There is also the argument that neutrality as such is not a viable alternative in a future war in Europe. The reason is not only that a future war is assumed by many to be, or to quickly become, an all-out nuclear conflict with no survivors. The reason is also that the neutrals in Europe, all of them small countries, are not seen by the critics to pursue a strictly neutral policy. Instead, because of the strong dependence of the neutrals upon international trade in general, and upon trade with the Western industrialized countries in particular, their foreign and security policies are also assumed to be biased. Neutrality therefore seems a theoretical policy with no place in the real world of international dependence, global power politics and welfare economics. In short, to the critics, neutrality is not a credible wartime policy.
But neutrality is just as much, if not even more so, a peacetime policy. It might even be called peaceful. Armed solutions to political, ethnic, religious and other sources of conflict should not be supported. This view has lead to a particular neutral dilemma, which was very strongly exposed during the 1970s and 1980s, when the bigger European neutrals - Austria, Finland, Sweden and Switzerland - started making headlines for their foreign military sales. Whereas until then the neutrals had generally been known for restrictive military sales policies, they were now recognized for their increasing sales, especially to poor countries or regions of the world.
Contrary to previous national debates about foreign military sales, the issue did not quickly disappear. This has been particularly evident in Sweden. Before, debates had generally been ad hoc dealing with individual cases of military sales. The debates had been as short or as long as the public and media interest permitted, which in general was not very long. This time, however, new deals - both legal and illegal - came to the surface, partly through ‘investigative journalism’. Some of these cases created big question marks as to the involvement of military firms, governments and individuals. Foreign military sales, not individual cases, were taken up as a political issue by itself with consequences for neutrality as a legitimate policy and national armament as a solution to national security. More public and academic interest arose around the issue. The public as well as political groups and individuals demanded and suggested changes of policy, ranging from an unconditional embaigo on all foreign military sales to a more liberal (according to some more ‘realistic’) foreign military sales policy.
Neutrality as such was at the center of at least one of the suggested solutions, namely, that the neutrals should increase military sales among themselves in an attempt to reduce their global military trade. Such a ‘directed’ foreign military sales policy seems first to have been formulated in the mid-1980s by the Swedish Ecumenical Council. It has since then been incorporated into a more comprehensive ecumenical peace policy proposal (Fredspolitik for 90-talet 1989). The idea, which also encompasses the Nordic countries, has been taken up by other groups. The Swedish Prime Minister in September of 1986 supported the idea during a visit to Bofors, one of the main Swedish military producers (N-Syntesen 1986, no. 5, p. 4).
One of the ambitions of this book is to discuss whether such an alternative is possible and, if so, what it could possibly look like. But first, let us look at some of the more general issues involved.
1.1 The Larger Issues
The issue of foreign military sales is related to important aspects of neutral foreign policy. The most crucial aspects can be summarized as ‘the Ľs, the A’s and the R’. They make up what is here called the LAR pyramid (figure 1.1).

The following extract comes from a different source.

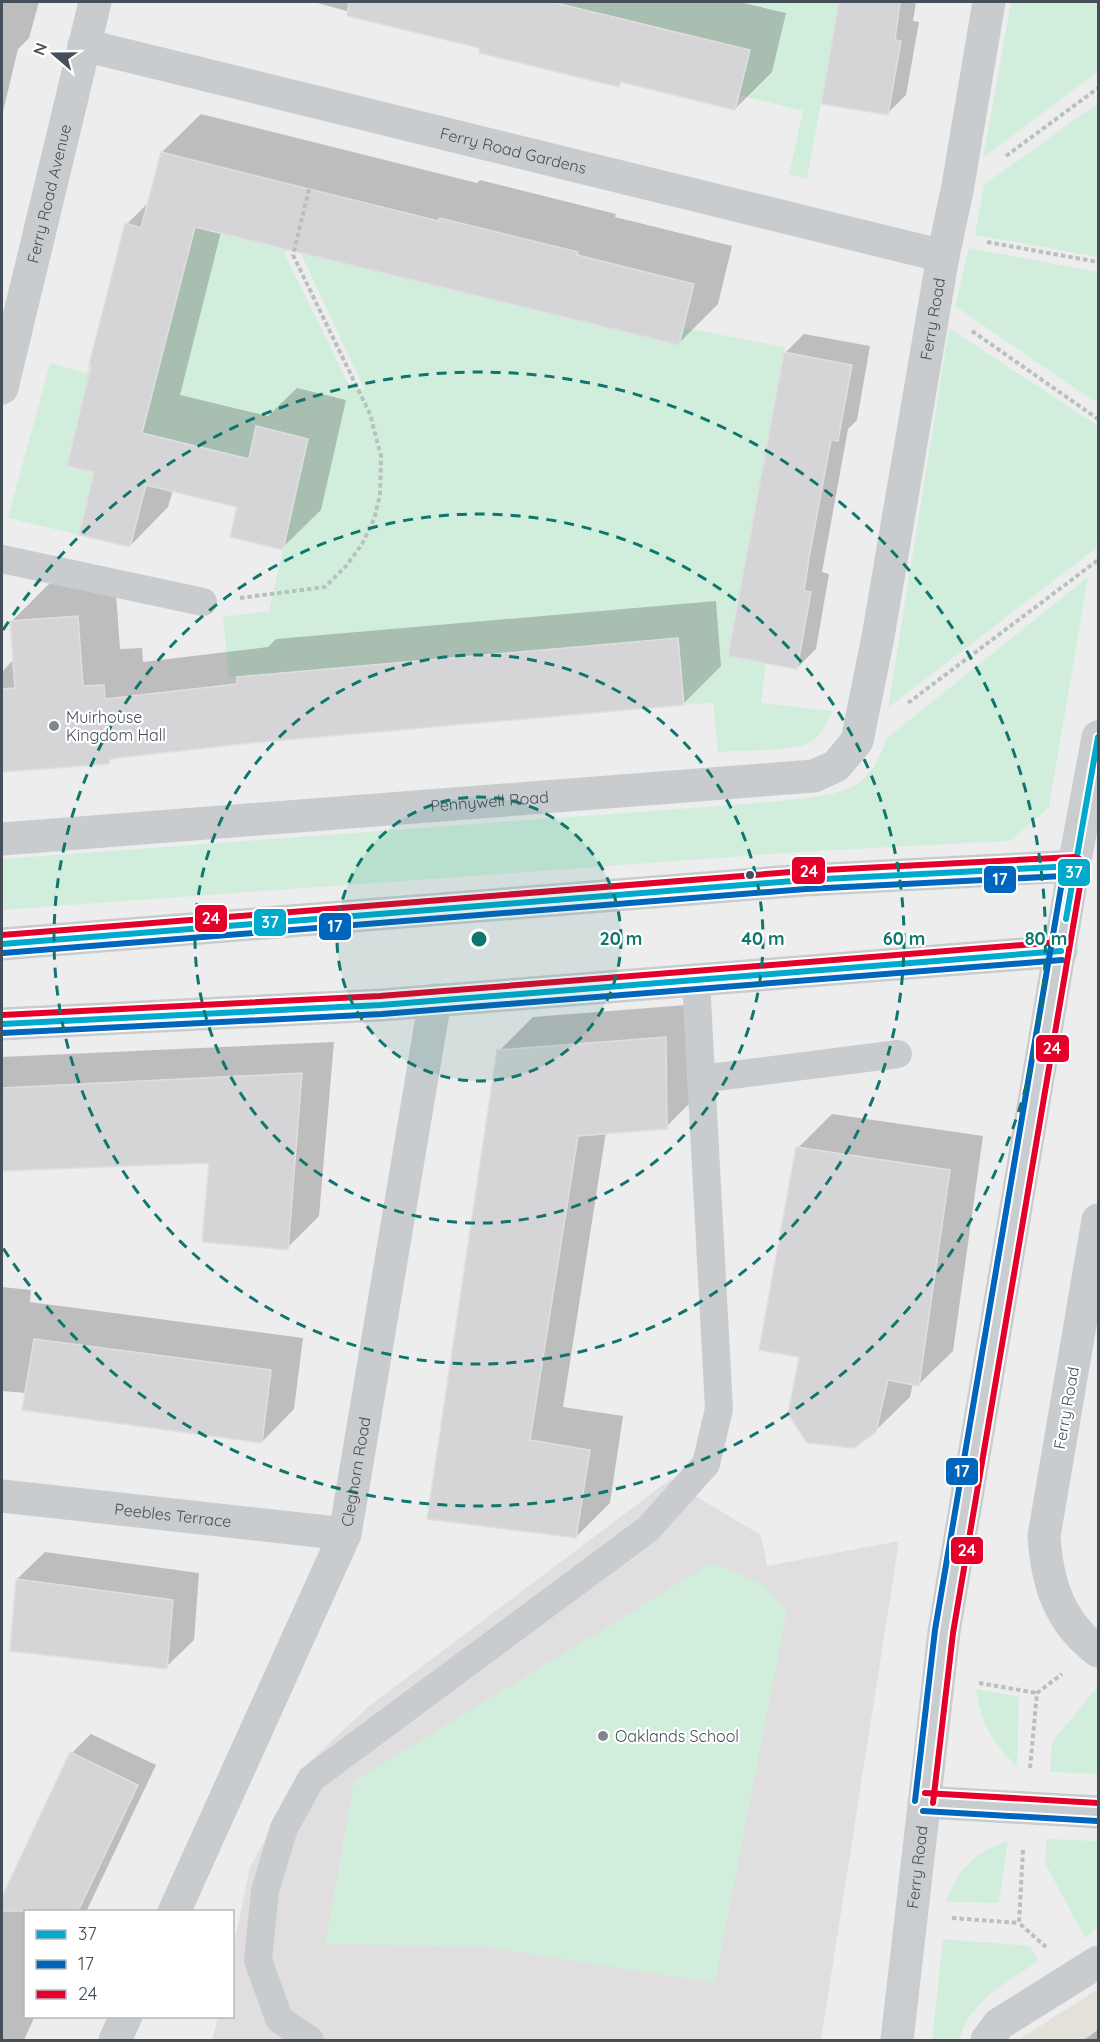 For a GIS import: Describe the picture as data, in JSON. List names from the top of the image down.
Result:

It is probably uncontroversial to suggest that the neutrals want to appear special, even if it is not always possible to distinguish the finer day-to-day differences between the foreign policy of a neutral and the foreign policies of most other nations. When trying to do so, however, some issues appear more important than others. Perhaps most important of all is Law, here understood as international law. Without the respect for international law, neutrality is very much a policy without a meaning. This is particularly so for Austria and Switzerland, which have neutrality policies founded in international agreements. This is not the case for Finland and Sweden. Sweden has pursued a self-defined neutrality policy since the early nineteenth century. Finland’s neutrality was officially acknowledged by the Soviet Union in October of 1989. For none of them, however, can neutrality survive in wartime unless the warfighting states respect the lawful integrity of neutral states.

Figure 1.1 The LAR pyramid
Law is closely linked to Legitimacy. Neutrality must, in the same way as alliance membership, be accepted by others as a legitimate foreign and military policy alternative. The neutrals themselves must make the chosen policy look relevant and credible. Credibility is probably the most difficult aspect of neutrality, because it can be judged against any act, statement, even non-decision, by a neutral government. We will return to this.

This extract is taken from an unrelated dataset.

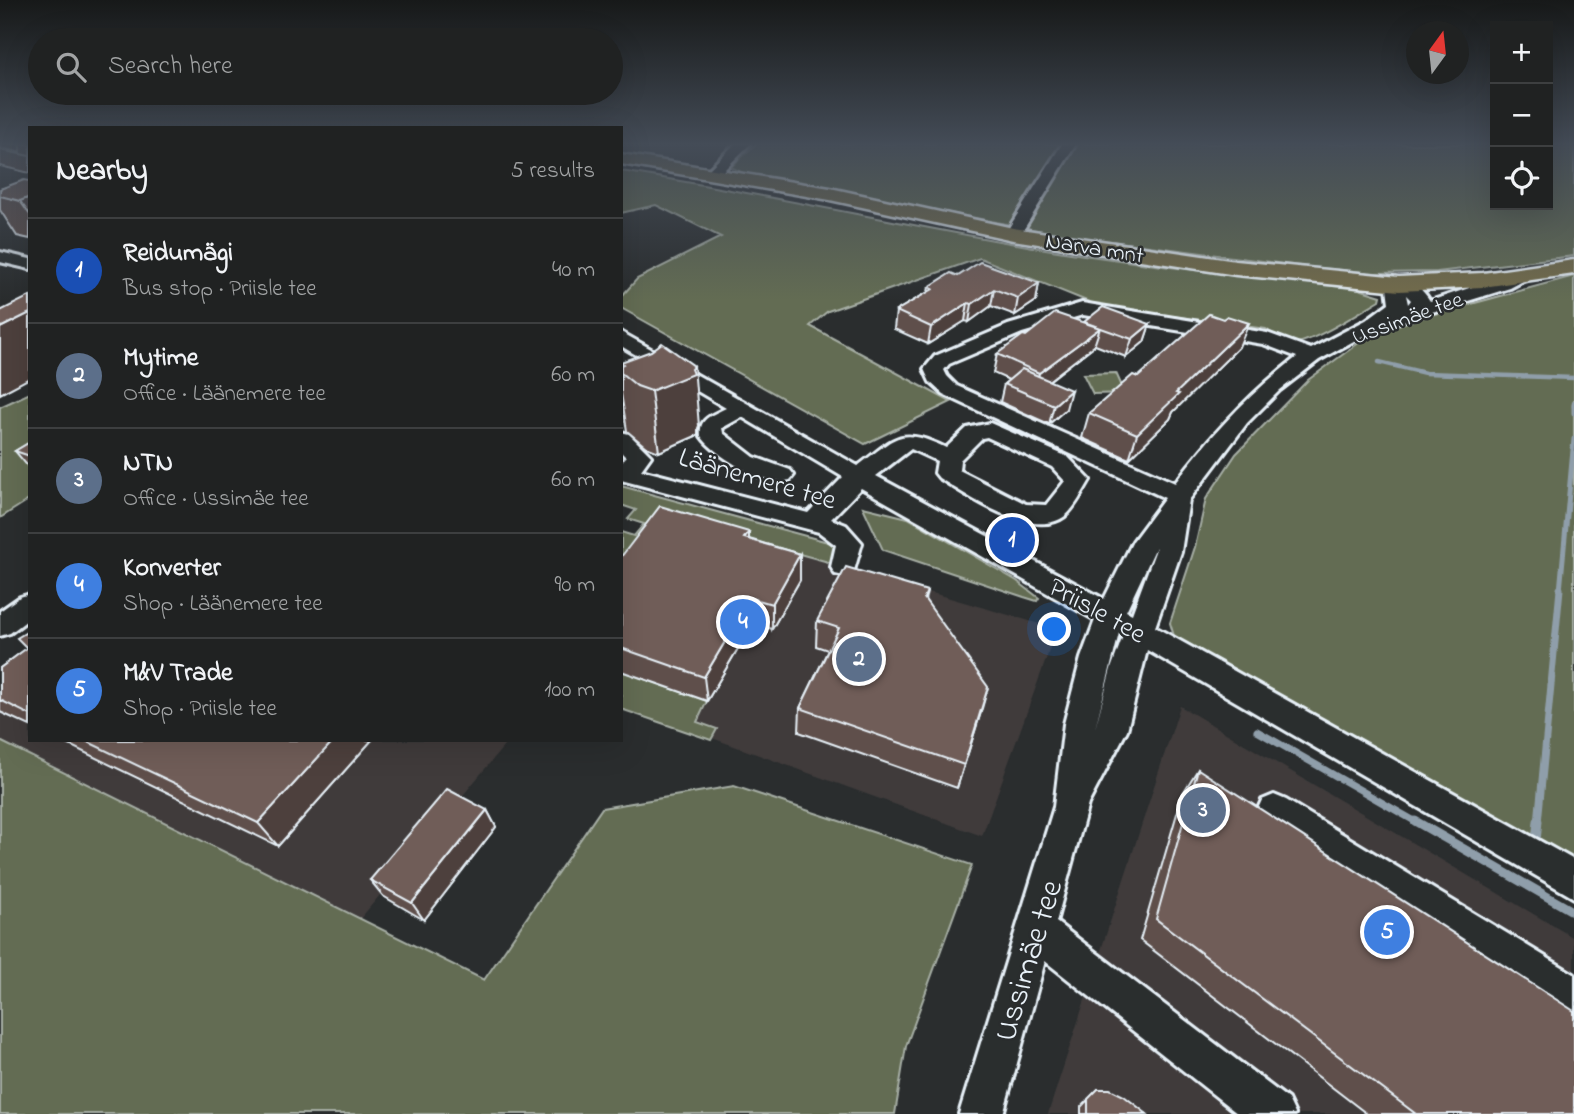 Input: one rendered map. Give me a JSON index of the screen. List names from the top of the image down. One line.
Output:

In their policies, neutral governments have generally chosen the side of the smaller states. Part of the foreign policies of neutrals includes a special Loyalty toward exposed nations or peoples. One aspect of this Loyalty is the demand for a reduction of unequal distribution of wealth and influence and the support of basic human needs and rights. For instance, support of a more equal ‘economic world order’, much discussed during the 1970s, and solidarity with the problems and difficulties of the developing nations have been repeatedly expressed.

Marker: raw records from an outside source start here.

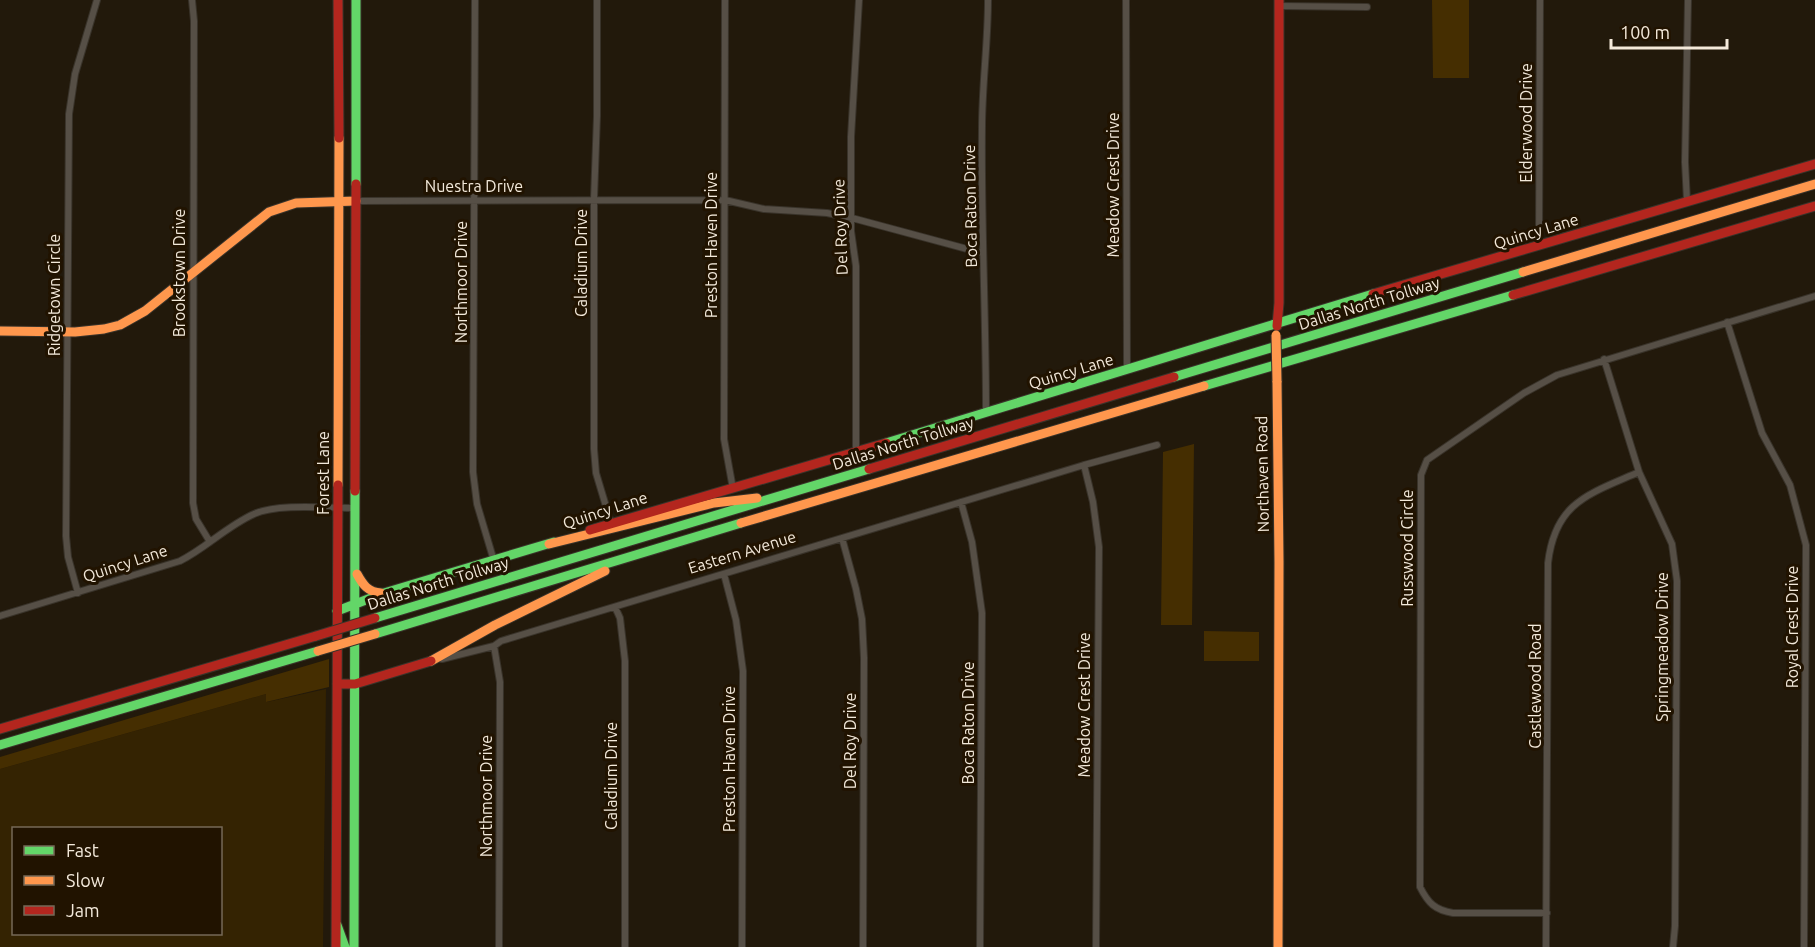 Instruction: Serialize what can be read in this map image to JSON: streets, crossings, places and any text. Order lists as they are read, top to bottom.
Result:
{
  "streets": {
    "main road": [
      "Nuestra Drive",
      "Quincy Lane",
      "Dallas North Tollway",
      "Forest Lane",
      "Northaven Road",
      "Eastern Avenue"
    ],
    "street": [
      "Elderwood Drive",
      "Meadow Crest Drive",
      "Boca Raton Drive",
      "Del Roy Drive",
      "Preston Haven Drive",
      "Caladium Drive",
      "Brookstown Drive",
      "Northmoor Drive",
      "Ridgetown Circle",
      "Russwood Circle",
      "Royal Crest Drive",
      "Springmeadow Drive",
      "Castlewood Road"
    ]
  },
  "crossings": [
    ["Elderwood Drive", "Quincy Lane"],
    ["Meadow Crest Drive", "Quincy Lane"],
    ["Meadow Crest Drive", "Eastern Avenue"],
    ["Nuestra Drive", "Boca Raton Drive"],
    ["Nuestra Drive", "Del Roy Drive"],
    ["Nuestra Drive", "Preston Haven Drive"],
    ["Nuestra Drive", "Caladium Drive"],
    ["Nuestra Drive", "Brookstown Drive"],
    ["Nuestra Drive", "Northmoor Drive"],
    ["Nuestra Drive", "Ridgetown Circle"],
    ["Nuestra Drive", "Forest Lane"],
    ["Boca Raton Drive", "Quincy Lane"],
    ["Boca Raton Drive", "Eastern Avenue"],
    ["Del Roy Drive", "Quincy Lane"],
    ["Del Roy Drive", "Eastern Avenue"],
    ["Quincy Lane", "Preston Haven Drive"],
    ["Quincy Lane", "Caladium Drive"],
    ["Quincy Lane", "Brookstown Drive"],
    ["Quincy Lane", "Northmoor Drive"],
    ["Quincy Lane", "Ridgetown Circle"],
    ["Quincy Lane", "Forest Lane"],
    ["Quincy Lane", "Northaven Road"],
    ["Preston Haven Drive", "Eastern Avenue"],
    ["Caladium Drive", "Eastern Avenue"],
    ["Northmoor Drive", "Eastern Avenue"],
    ["Forest Lane", "Eastern Avenue"],
    ["Russwood Circle", "Royal Crest Drive"],
    ["Russwood Circle", "Springmeadow Drive"],
    ["Russwood Circle", "Castlewood Road"],
    ["Springmeadow Drive", "Castlewood Road"]
  ],
  "legend": ["Fast", "Slow", "Jam"],
  "scale_bar": "100 m"
}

The three Ľs make up the base of the pyramid. They represent basic attitudes to important global issues. The two A’s imply that these attitudes have to be operationalized and implemented. That is a different and more difficult matter than to formulate policy. It is at this stage that the neutral dilemma becomes apparent.
Due to their small size and their international dependencies, the question of Adaptation to international transformation becomes crucial. Despite the difficulties involved in defining the meaning and measurement of dependence, it seems an uncontroversial conclusion that developments since 1945 have created increasing latent (potential) dependence of small states upon bigger states and groups of states (see for instance Keohane & Nye 1977; Jones & Willetts 1984; Hagelin 1986; Catrina 1988). Latent dependence is the potential for other governments and organizations to exert pressure upon the smaller states. Part of the dilemma stems from the fact that neutrality implies a certain degree of independence. But to what degree and with regard to what issues?
The answer to that question is at the center of legitimacy. The neutrals must make credible that their policy is an alternative to major-power-dominated policies. They must show that it is possible to retain a certain freedom of action. The general observation has been made that if participation in universal international organizations confers many benefits upon the neutral state while involving very few risks, action within regional organizations may in the long run tarnish the credibility of neutrality (Karsch 1988, p. 62). Such membership might be interpreted, by nations not part of such organizations as ‘block orientation’. This, in turn, would imply a reduction of neutral freedom of action and create doubts about the credibility of neutral independence.
Moreover, the more specific the interpretations of the three L’s, the less the political freedom in implementing them. Although membership in military alliances is, by definition, impossible for a non-aligned nation, membership in economic organizations is another matter. Although Sweden joined the Organization for European Economic Cooperation (OEEC) without any reservations (Sweden also-participated in the Marshall Plan), Finland refrained from either accepting the Marshall Plan or joining the OEEC. Instead, it joined the Organization for Economic Cooperation and Development (OECD), the successor of the OEEC. Switzerland, when joining the OEEC, clarified that the membership was not to be interpreted as a compromise of its neutrality (Karsch 1988, p. 63). All the neutrals have, however, joined the European Free Trade Association (EFTA).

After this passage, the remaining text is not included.